▽

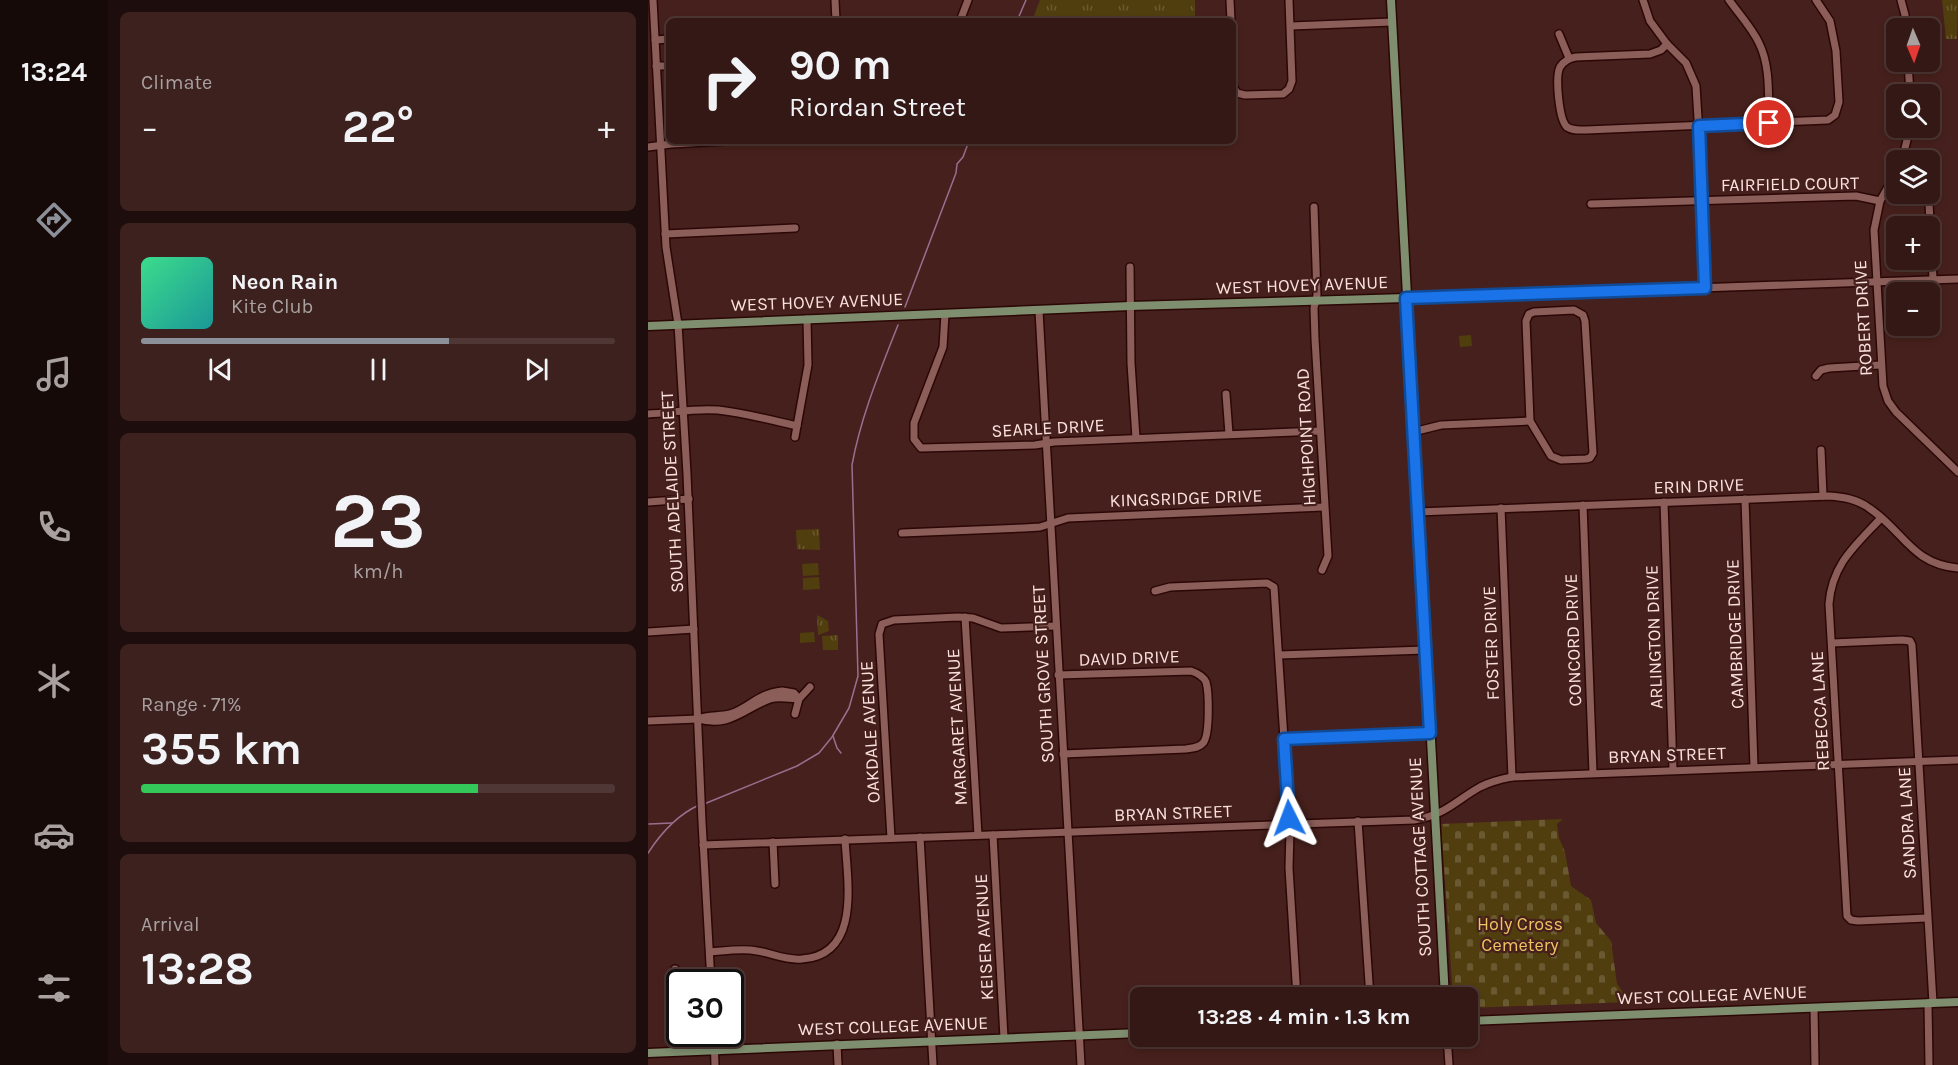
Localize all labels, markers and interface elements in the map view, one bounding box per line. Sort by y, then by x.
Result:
north arrow [1886,18,1940,72]
map controls [1886,18,1940,336]
text: 90 m [789,40,892,90]
icon: right [690,42,768,120]
text: 13:24 [21,56,87,88]
text: Climate [141,71,212,94]
button: search [1886,84,1940,138]
text: Riordan Street [789,91,966,123]
pin [1743,97,1794,148]
text: 22° [342,101,414,153]
icon: arrive [1752,106,1785,139]
text: − [141,108,158,146]
text: + [598,108,615,146]
button: layers [1886,150,1940,204]
street label: FAIRFIELD COURT [1721,172,1859,196]
icon: directions [33,199,75,241]
button: + [1886,216,1940,270]
street label: ROBERT DRIVE [1849,259,1877,377]
text: Neon Rain [231,269,338,295]
street label: WEST HOVEY AVENUE [1215,271,1389,299]
button: − [1886,282,1940,336]
street label: WEST HOVEY AVENUE [730,288,904,316]
text: Kite Club [231,295,313,318]
icon: music [33,353,75,395]
icon: previous [204,353,237,386]
icon: pause [362,353,395,386]
icon: next [520,353,553,386]
street label: HIGHPOINT ROAD [1291,368,1321,506]
street label: SOUTH ADELAIDE STREET [656,390,688,594]
street label: SEARLE DRIVE [991,414,1105,442]
street label: ERIN DRIVE [1653,473,1745,499]
text: 23 [330,475,426,567]
street label: KINGSRIDGE DRIVE [1109,484,1263,512]
icon: phone [33,506,75,548]
street label: CAMBRIDGE DRIVE [1721,559,1749,709]
text: km/h [353,560,403,583]
street label: ARLINGTON DRIVE [1640,565,1668,709]
street label: CONCORD DRIVE [1560,573,1586,707]
street label: SOUTH GROVE STREET [1027,584,1059,764]
street label: FOSTER DRIVE [1478,585,1504,701]
street label: DAVID DRIVE [1078,645,1180,671]
street label: MARGARET AVENUE [942,648,972,806]
street label: REBECCA LANE [1806,650,1834,772]
icon: climate [33,660,75,702]
street label: OAKDALE AVENUE [855,660,885,804]
text: Range · 71% [141,693,241,716]
text: 355 km [141,723,302,775]
street label: BRYAN STREET [1608,742,1726,768]
street label: SOUTH COTTAGE AVENUE [1404,757,1436,957]
street label: SANDRA LANE [1893,766,1921,880]
position arrow [1257,786,1321,850]
street label: BRYAN STREET [1114,800,1232,826]
icon: car [33,814,75,856]
street label: KEISER AVENUE [970,873,998,1001]
text: Arrival [141,913,200,936]
park label: Holy Cross Cemetery [1477,913,1563,956]
text: 13:28 [141,943,253,995]
icon: filters [33,967,75,1009]
speed limit sign: 30 [666,969,744,1047]
street label: WEST COLLEGE AVENUE [1617,981,1807,1009]
text: 13:28 · 4 min · 1.3 km [1198,1004,1410,1030]
street label: WEST COLLEGE AVENUE [798,1012,988,1040]

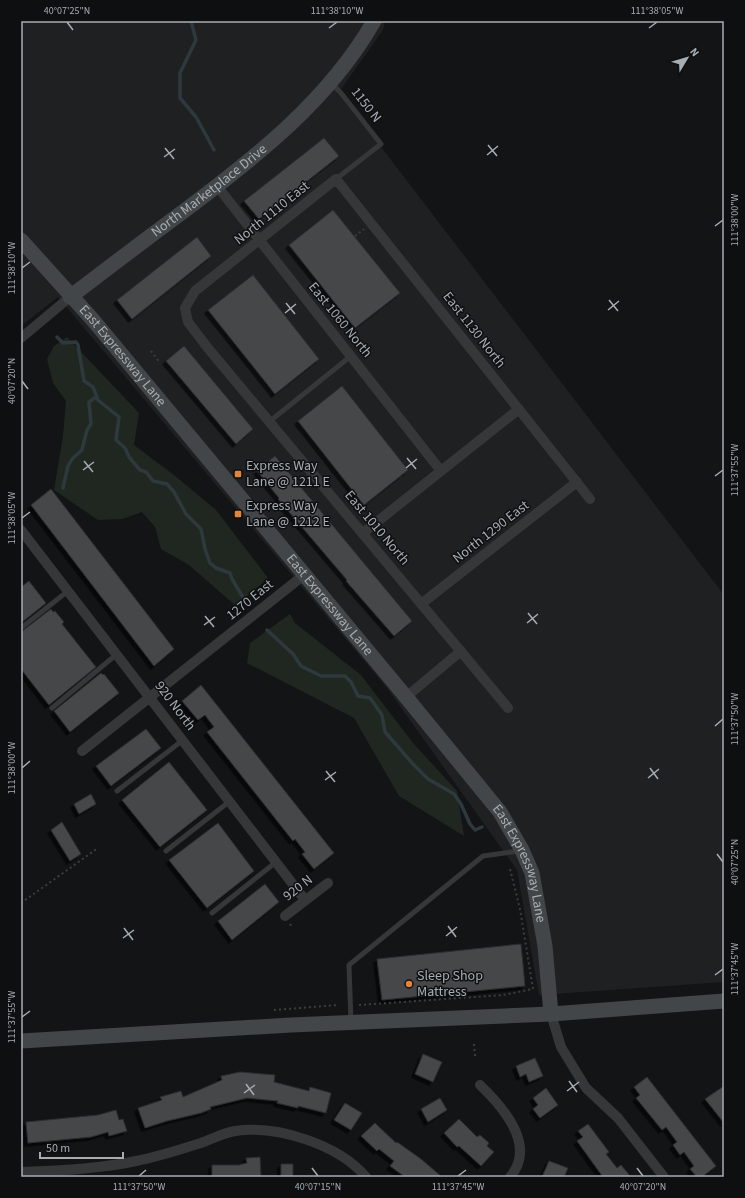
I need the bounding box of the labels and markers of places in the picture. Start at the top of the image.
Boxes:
place label: Express Way Lane @ 1211 E [246,456,330,492]
marker: Express Way Lane @ 1211 E [233,469,243,479]
place label: Express Way Lane @ 1212 E [246,496,330,532]
marker: Express Way Lane @ 1212 E [233,509,243,519]
place label: Sleep Shop Mattress [417,966,483,1002]
marker: Sleep Shop Mattress [404,979,414,989]

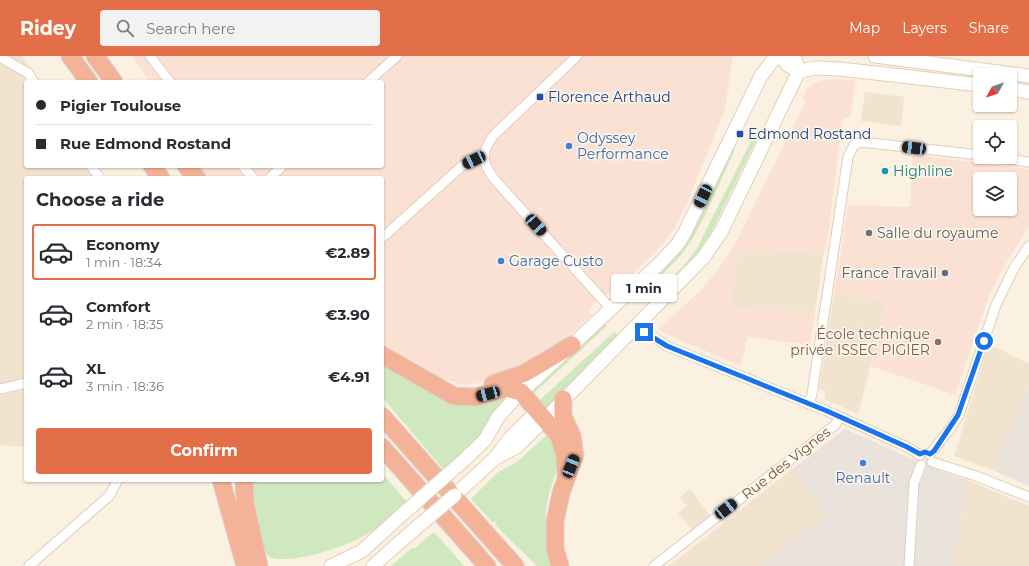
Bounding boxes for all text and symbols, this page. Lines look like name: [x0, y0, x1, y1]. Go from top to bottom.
search box: [100, 10, 380, 46]
text: Ridey: [20, 17, 76, 40]
icon: search: [114, 17, 136, 39]
text: Search here: [146, 19, 235, 38]
text: Map: [849, 19, 880, 37]
text: Layers: [902, 19, 947, 37]
text: Share: [969, 19, 1009, 37]
north arrow: [973, 68, 1017, 112]
map controls: [973, 68, 1017, 216]
place label: Florence Arthaud: [548, 88, 671, 106]
marker: Florence Arthaud: [535, 92, 545, 102]
text: Pigier Toulouse: [60, 96, 181, 115]
button: locate: [973, 120, 1017, 164]
place label: Edmond Rostand: [748, 125, 871, 143]
place label: Odyssey Performance: [577, 129, 669, 163]
marker: Edmond Rostand: [735, 129, 745, 139]
text: Rue Edmond Rostand: [60, 134, 231, 153]
marker: Odyssey Performance: [564, 141, 574, 151]
car: [901, 141, 927, 155]
car: [461, 149, 487, 171]
place label: Highline: [893, 162, 953, 180]
marker: Highline: [880, 166, 890, 176]
button: layers: [973, 172, 1017, 216]
car: [692, 183, 714, 209]
text: Choose a ride: [36, 189, 164, 211]
car: [524, 212, 548, 238]
place label: Salle du royaume: [877, 224, 998, 242]
marker: Salle du royaume: [864, 228, 874, 238]
icon: car: [38, 234, 74, 270]
text: Economy: [86, 235, 159, 254]
text: €2.89: [325, 243, 370, 262]
place label: Garage Custo: [509, 252, 603, 270]
text: 1 min · 18:34: [86, 254, 162, 270]
marker: Garage Custo: [496, 256, 506, 266]
place label: France Travail: [842, 264, 937, 282]
marker: France Travail: [940, 268, 950, 278]
callout: 1 min: [611, 274, 677, 302]
text: 1 min: [626, 280, 662, 296]
icon: car: [38, 296, 74, 332]
text: Comfort: [86, 297, 151, 316]
text: €3.90: [325, 305, 370, 324]
text: 2 min · 18:35: [86, 316, 163, 332]
route end: [635, 323, 653, 341]
place label: École technique privée ISSEC PIGIER: [790, 325, 930, 359]
route start: [975, 332, 993, 350]
marker: École technique privée ISSEC PIGIER: [933, 337, 943, 347]
icon: car: [38, 358, 74, 394]
text: XL: [86, 359, 105, 378]
text: €4.91: [328, 367, 370, 386]
text: 3 min · 18:36: [86, 378, 164, 394]
car: [475, 385, 501, 403]
street label: Rue des Vignes: [738, 423, 834, 503]
button: Confirm: [36, 428, 372, 474]
car: [561, 453, 581, 479]
marker: Renault: [858, 458, 868, 468]
place label: Renault: [835, 469, 891, 487]
car: [713, 497, 739, 521]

△

EXERCISE BRIEF: Show every line above in which the word "Salle" occurs.

ANSWER TO THE EXERCISE:
place label: Salle du royaume: [877, 224, 998, 242]
marker: Salle du royaume: [864, 228, 874, 238]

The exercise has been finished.